On Jan. 13, BEMA-U, the education and training platform for BEMA, welcomed Shawn Marie Jarosz, chief trade strategist founder of trade consultancy TradeMoves, to the first quarterly online Market Minute educational session of the year. She provided participants with an update on US trade policy, particularly as it relates to tariffs.
“In 2025, tariffs were volatile,” Jarosz said. “The US average effective tariff rate (ETR) was about 2 percent at the beginning of 2025, and we saw an ebb and flow. We’ve normalized now at about 16 percent. We haven’t seen too many jolts, but things may be changing moving forward.”
‘The sky is falling.’
In the bakery machinery and equipment sector specifically, the value of imports to date is about $1.2 billion. The Trump administration’s invocation of the International Emergency Economic Powers Act (IEEPA) imposed an estimated $173 million in tariffs, an ETR of about 7%.
Jarosz noted that the single-digit rate could be because US companies are sourcing some machinery from Canada. The biggest impact is on goods coming from the European Union, with some businesses possibly incurring higher tariffs than others due to their location, sourcing or supply strategies.

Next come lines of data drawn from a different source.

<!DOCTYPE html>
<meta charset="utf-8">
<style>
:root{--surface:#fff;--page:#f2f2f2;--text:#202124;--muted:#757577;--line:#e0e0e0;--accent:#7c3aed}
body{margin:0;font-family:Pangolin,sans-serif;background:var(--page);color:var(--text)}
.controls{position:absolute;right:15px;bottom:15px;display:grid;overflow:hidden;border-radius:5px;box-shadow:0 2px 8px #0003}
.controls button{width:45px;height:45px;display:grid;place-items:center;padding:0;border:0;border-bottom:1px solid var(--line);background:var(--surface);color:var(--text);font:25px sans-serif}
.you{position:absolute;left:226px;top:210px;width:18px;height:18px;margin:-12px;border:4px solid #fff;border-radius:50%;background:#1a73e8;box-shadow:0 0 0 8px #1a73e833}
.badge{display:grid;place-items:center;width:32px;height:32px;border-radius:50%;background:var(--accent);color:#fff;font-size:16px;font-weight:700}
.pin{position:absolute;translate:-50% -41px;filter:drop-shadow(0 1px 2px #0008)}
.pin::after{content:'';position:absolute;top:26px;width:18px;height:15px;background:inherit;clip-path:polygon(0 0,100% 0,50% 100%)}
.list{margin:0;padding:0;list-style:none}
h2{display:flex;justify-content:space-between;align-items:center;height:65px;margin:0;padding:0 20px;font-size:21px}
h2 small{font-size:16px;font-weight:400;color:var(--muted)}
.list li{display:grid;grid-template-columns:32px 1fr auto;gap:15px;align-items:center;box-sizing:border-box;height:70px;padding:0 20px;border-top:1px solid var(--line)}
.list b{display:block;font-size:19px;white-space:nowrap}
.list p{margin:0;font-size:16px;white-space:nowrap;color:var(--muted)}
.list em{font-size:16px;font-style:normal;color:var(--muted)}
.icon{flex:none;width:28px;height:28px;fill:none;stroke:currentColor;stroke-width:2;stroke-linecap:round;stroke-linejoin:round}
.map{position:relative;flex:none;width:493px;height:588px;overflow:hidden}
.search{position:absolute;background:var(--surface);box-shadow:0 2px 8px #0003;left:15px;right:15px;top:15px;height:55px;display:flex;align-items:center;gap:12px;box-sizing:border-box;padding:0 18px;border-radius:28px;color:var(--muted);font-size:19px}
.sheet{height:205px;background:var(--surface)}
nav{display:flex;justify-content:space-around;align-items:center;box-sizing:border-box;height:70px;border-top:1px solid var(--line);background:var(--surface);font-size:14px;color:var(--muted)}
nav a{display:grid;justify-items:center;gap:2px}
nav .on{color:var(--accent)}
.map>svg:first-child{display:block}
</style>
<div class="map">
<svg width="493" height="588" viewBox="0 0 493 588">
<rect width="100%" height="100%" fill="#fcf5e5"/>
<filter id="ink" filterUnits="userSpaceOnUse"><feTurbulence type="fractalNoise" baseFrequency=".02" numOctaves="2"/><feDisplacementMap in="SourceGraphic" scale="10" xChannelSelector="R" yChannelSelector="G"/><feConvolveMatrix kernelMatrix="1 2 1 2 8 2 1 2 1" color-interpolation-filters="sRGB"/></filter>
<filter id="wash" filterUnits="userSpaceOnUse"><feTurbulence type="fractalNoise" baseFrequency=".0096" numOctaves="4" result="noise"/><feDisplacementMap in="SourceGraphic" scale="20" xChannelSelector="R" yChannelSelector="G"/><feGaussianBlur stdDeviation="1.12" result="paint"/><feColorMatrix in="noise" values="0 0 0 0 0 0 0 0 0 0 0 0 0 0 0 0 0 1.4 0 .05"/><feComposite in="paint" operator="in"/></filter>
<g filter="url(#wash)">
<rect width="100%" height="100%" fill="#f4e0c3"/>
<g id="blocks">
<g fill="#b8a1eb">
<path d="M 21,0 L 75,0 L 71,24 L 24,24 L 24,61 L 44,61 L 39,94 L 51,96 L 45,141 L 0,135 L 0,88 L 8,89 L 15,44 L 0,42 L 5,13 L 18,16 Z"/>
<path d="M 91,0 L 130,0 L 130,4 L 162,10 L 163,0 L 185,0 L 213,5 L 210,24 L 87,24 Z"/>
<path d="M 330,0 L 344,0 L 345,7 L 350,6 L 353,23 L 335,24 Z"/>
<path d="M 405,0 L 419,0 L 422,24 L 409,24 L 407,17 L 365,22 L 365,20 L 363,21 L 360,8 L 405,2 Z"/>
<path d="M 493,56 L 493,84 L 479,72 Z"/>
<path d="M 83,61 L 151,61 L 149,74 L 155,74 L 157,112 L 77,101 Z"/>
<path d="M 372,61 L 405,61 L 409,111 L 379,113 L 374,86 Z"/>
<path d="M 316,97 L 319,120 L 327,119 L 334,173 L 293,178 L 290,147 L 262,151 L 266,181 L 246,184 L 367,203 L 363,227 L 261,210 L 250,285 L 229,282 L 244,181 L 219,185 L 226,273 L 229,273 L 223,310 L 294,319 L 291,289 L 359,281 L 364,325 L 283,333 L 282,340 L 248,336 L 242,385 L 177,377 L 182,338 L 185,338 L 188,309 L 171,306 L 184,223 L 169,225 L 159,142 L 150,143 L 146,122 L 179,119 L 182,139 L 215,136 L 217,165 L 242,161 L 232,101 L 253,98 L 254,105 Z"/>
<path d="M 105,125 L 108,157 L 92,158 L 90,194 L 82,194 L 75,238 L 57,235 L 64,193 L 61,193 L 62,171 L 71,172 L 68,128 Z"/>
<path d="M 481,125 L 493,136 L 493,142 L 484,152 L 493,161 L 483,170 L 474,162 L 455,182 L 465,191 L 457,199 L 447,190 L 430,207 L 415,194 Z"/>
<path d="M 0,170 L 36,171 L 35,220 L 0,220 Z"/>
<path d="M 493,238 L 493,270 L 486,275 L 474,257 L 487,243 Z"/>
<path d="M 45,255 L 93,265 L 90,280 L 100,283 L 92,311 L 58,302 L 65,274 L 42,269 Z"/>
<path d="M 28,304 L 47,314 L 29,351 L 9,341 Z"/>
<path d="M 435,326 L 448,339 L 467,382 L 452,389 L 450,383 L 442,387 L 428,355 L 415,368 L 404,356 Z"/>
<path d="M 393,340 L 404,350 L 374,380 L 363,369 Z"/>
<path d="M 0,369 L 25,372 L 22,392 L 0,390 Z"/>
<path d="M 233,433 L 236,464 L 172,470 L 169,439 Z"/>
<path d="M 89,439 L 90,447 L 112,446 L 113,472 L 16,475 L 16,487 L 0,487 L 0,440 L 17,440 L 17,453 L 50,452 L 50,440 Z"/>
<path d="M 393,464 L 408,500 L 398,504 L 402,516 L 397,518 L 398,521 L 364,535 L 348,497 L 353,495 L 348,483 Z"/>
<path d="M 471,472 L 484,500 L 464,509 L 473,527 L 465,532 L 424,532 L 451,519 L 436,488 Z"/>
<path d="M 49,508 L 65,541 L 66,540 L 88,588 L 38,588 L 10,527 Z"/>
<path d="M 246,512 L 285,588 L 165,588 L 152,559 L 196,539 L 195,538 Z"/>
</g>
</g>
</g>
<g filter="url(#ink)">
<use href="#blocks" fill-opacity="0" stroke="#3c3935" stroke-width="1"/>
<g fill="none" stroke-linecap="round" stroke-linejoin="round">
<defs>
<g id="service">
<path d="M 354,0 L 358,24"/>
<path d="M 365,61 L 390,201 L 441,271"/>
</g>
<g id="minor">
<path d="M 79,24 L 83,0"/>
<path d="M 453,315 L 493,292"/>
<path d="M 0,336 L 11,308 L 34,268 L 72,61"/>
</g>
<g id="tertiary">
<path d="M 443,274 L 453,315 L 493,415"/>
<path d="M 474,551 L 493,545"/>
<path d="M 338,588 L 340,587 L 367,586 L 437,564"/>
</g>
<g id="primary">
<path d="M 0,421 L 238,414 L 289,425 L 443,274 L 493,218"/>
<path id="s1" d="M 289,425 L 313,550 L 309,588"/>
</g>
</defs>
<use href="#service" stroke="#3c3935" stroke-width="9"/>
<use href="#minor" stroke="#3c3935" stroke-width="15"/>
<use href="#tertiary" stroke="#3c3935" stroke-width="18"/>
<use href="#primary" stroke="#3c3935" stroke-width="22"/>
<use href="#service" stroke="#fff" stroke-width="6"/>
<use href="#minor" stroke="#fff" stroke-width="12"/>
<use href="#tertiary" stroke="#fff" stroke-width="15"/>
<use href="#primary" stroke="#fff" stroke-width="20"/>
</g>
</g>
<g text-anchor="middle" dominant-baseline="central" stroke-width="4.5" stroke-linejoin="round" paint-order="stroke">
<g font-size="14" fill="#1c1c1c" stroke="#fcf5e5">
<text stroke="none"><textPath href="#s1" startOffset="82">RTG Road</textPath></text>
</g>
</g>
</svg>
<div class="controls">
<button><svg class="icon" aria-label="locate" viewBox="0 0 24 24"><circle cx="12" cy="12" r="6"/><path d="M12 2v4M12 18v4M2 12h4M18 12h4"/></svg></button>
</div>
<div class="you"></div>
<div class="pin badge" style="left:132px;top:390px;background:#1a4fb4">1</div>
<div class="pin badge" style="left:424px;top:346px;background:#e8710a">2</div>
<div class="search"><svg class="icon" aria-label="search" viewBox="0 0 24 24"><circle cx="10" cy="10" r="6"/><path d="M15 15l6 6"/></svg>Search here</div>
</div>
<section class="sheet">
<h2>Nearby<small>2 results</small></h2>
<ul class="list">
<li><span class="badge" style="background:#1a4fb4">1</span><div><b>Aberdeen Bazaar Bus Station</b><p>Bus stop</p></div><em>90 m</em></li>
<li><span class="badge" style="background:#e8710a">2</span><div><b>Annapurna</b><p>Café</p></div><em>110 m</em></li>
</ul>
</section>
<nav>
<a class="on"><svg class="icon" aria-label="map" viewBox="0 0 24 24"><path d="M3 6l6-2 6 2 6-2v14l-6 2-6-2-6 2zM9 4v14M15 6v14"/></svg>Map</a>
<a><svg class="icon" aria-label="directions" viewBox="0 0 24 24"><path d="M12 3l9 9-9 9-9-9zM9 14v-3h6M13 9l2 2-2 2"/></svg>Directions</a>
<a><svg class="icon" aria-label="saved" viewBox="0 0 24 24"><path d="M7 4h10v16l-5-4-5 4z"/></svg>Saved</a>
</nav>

“Interestingly, economists are saying that tariff costs and inflation are not as high as expected,” Jarosz said. “There was a lot of ‘the sky is falling,’ but we’ve seen a couple of reasons why the tariff costs have not been fully absorbed.”
First, goods that are compliant with the United States-Mexico-Canada Agreement (USMCA) are exempt from IEEPA tariffs. Second, for two months in early 2025, US companies in many sectors imported as much as possible, taking advantage of in-transit exemptions that applied to goods on the water.